BEGIN Entries provided

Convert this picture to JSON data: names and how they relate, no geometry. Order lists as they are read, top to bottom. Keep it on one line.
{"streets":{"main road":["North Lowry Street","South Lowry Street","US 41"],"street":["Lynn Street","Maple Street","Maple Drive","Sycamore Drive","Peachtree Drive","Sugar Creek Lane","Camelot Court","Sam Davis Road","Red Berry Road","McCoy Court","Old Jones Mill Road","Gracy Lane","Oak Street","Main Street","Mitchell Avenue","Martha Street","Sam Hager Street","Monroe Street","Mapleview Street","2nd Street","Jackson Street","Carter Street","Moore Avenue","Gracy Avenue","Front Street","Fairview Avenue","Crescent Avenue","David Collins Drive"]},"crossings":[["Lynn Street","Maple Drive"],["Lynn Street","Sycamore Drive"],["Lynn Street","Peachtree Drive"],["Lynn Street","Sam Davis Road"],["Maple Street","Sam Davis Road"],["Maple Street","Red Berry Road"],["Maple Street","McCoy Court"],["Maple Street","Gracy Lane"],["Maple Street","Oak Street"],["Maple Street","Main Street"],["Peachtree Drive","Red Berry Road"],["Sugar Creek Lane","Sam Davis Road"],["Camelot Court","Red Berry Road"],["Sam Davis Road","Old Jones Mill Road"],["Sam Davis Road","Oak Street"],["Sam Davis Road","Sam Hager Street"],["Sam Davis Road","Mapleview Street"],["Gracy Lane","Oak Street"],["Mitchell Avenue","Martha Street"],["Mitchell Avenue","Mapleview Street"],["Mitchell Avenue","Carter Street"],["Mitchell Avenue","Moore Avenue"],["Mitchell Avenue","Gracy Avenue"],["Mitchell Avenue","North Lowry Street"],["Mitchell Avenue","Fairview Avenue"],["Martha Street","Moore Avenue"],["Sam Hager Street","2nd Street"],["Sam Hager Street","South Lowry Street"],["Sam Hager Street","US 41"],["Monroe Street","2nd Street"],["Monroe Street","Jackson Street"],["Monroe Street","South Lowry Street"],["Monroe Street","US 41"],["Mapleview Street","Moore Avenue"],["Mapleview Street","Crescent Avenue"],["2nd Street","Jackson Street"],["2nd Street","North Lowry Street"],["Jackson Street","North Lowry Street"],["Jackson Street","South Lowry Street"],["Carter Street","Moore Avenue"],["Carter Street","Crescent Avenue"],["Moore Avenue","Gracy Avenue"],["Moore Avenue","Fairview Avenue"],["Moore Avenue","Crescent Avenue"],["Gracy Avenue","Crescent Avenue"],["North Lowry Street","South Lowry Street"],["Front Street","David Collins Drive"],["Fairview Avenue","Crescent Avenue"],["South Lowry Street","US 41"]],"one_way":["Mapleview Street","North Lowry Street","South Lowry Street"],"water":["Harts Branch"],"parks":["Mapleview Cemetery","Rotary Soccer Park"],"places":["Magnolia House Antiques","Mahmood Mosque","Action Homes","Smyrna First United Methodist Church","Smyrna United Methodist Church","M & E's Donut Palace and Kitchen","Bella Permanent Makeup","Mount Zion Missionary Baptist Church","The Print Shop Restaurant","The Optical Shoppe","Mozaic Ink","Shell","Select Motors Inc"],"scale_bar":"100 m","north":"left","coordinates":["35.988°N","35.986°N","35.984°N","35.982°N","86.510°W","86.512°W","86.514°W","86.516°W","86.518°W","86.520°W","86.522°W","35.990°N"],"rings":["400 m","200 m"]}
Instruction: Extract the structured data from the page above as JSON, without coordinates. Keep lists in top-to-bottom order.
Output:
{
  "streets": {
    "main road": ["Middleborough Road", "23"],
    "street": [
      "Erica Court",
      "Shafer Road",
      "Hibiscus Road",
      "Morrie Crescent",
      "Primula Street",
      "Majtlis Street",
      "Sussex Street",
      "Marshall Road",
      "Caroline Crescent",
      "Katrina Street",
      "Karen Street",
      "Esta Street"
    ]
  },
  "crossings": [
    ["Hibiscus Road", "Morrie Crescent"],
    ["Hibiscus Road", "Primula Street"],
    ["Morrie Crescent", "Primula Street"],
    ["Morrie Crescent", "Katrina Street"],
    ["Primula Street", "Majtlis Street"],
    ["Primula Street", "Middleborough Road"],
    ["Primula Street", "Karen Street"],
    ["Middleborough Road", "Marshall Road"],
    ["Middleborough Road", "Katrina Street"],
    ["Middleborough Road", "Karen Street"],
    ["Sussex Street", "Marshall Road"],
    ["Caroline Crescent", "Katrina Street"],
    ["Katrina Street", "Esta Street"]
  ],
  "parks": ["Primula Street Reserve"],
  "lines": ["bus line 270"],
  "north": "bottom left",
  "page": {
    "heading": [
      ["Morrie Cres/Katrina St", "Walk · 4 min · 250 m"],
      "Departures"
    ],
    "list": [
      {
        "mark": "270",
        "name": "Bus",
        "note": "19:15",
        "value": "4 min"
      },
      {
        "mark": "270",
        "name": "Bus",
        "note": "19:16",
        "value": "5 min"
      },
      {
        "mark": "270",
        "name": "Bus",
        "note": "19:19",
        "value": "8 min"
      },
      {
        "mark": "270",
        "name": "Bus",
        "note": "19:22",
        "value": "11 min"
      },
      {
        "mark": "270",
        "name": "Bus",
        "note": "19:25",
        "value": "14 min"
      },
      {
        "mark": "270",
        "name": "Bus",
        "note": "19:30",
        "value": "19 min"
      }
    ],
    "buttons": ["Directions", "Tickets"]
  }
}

END Entries provided

Each line of the data above is to be set down exactly.

**Finished exercise:**
Convert this picture to JSON data: names and how they relate, no geometry. Order lists as they are read, top to bottom. Keep it on one line.
{"streets":{"main road":["North Lowry Street","South Lowry Street","US 41"],"street":["Lynn Street","Maple Street","Maple Drive","Sycamore Drive","Peachtree Drive","Sugar Creek Lane","Camelot Court","Sam Davis Road","Red Berry Road","McCoy Court","Old Jones Mill Road","Gracy Lane","Oak Street","Main Street","Mitchell Avenue","Martha Street","Sam Hager Street","Monroe Street","Mapleview Street","2nd Street","Jackson Street","Carter Street","Moore Avenue","Gracy Avenue","Front Street","Fairview Avenue","Crescent Avenue","David Collins Drive"]},"crossings":[["Lynn Street","Maple Drive"],["Lynn Street","Sycamore Drive"],["Lynn Street","Peachtree Drive"],["Lynn Street","Sam Davis Road"],["Maple Street","Sam Davis Road"],["Maple Street","Red Berry Road"],["Maple Street","McCoy Court"],["Maple Street","Gracy Lane"],["Maple Street","Oak Street"],["Maple Street","Main Street"],["Peachtree Drive","Red Berry Road"],["Sugar Creek Lane","Sam Davis Road"],["Camelot Court","Red Berry Road"],["Sam Davis Road","Old Jones Mill Road"],["Sam Davis Road","Oak Street"],["Sam Davis Road","Sam Hager Street"],["Sam Davis Road","Mapleview Street"],["Gracy Lane","Oak Street"],["Mitchell Avenue","Martha Street"],["Mitchell Avenue","Mapleview Street"],["Mitchell Avenue","Carter Street"],["Mitchell Avenue","Moore Avenue"],["Mitchell Avenue","Gracy Avenue"],["Mitchell Avenue","North Lowry Street"],["Mitchell Avenue","Fairview Avenue"],["Martha Street","Moore Avenue"],["Sam Hager Street","2nd Street"],["Sam Hager Street","South Lowry Street"],["Sam Hager Street","US 41"],["Monroe Street","2nd Street"],["Monroe Street","Jackson Street"],["Monroe Street","South Lowry Street"],["Monroe Street","US 41"],["Mapleview Street","Moore Avenue"],["Mapleview Street","Crescent Avenue"],["2nd Street","Jackson Street"],["2nd Street","North Lowry Street"],["Jackson Street","North Lowry Street"],["Jackson Street","South Lowry Street"],["Carter Street","Moore Avenue"],["Carter Street","Crescent Avenue"],["Moore Avenue","Gracy Avenue"],["Moore Avenue","Fairview Avenue"],["Moore Avenue","Crescent Avenue"],["Gracy Avenue","Crescent Avenue"],["North Lowry Street","South Lowry Street"],["Front Street","David Collins Drive"],["Fairview Avenue","Crescent Avenue"],["South Lowry Street","US 41"]],"one_way":["Mapleview Street","North Lowry Street","South Lowry Street"],"water":["Harts Branch"],"parks":["Mapleview Cemetery","Rotary Soccer Park"],"places":["Magnolia House Antiques","Mahmood Mosque","Action Homes","Smyrna First United Methodist Church","Smyrna United Methodist Church","M & E's Donut Palace and Kitchen","Bella Permanent Makeup","Mount Zion Missionary Baptist Church","The Print Shop Restaurant","The Optical Shoppe","Mozaic Ink","Shell","Select Motors Inc"],"scale_bar":"100 m","north":"left","coordinates":["35.988°N","35.986°N","35.984°N","35.982°N","86.510°W","86.512°W","86.514°W","86.516°W","86.518°W","86.520°W","86.522°W","35.990°N"],"rings":["400 m","200 m"]}
Instruction: Extract the structured data from the page above as JSON, without coordinates. Keep lists in top-to-bottom order.
Output:
{
  "streets": {
    "main road": ["Middleborough Road", "23"],
    "street": [
      "Erica Court",
      "Shafer Road",
      "Hibiscus Road",
      "Morrie Crescent",
      "Primula Street",
      "Majtlis Street",
      "Sussex Street",
      "Marshall Road",
      "Caroline Crescent",
      "Katrina Street",
      "Karen Street",
      "Esta Street"
    ]
  },
  "crossings": [
    ["Hibiscus Road", "Morrie Crescent"],
    ["Hibiscus Road", "Primula Street"],
    ["Morrie Crescent", "Primula Street"],
    ["Morrie Crescent", "Katrina Street"],
    ["Primula Street", "Majtlis Street"],
    ["Primula Street", "Middleborough Road"],
    ["Primula Street", "Karen Street"],
    ["Middleborough Road", "Marshall Road"],
    ["Middleborough Road", "Katrina Street"],
    ["Middleborough Road", "Karen Street"],
    ["Sussex Street", "Marshall Road"],
    ["Caroline Crescent", "Katrina Street"],
    ["Katrina Street", "Esta Street"]
  ],
  "parks": ["Primula Street Reserve"],
  "lines": ["bus line 270"],
  "north": "bottom left",
  "page": {
    "heading": [
      ["Morrie Cres/Katrina St", "Walk · 4 min · 250 m"],
      "Departures"
    ],
    "list": [
      {
        "mark": "270",
        "name": "Bus",
        "note": "19:15",
        "value": "4 min"
      },
      {
        "mark": "270",
        "name": "Bus",
        "note": "19:16",
        "value": "5 min"
      },
      {
        "mark": "270",
        "name": "Bus",
        "note": "19:19",
        "value": "8 min"
      },
      {
        "mark": "270",
        "name": "Bus",
        "note": "19:22",
        "value": "11 min"
      },
      {
        "mark": "270",
        "name": "Bus",
        "note": "19:25",
        "value": "14 min"
      },
      {
        "mark": "270",
        "name": "Bus",
        "note": "19:30",
        "value": "19 min"
      }
    ],
    "buttons": ["Directions", "Tickets"]
  }
}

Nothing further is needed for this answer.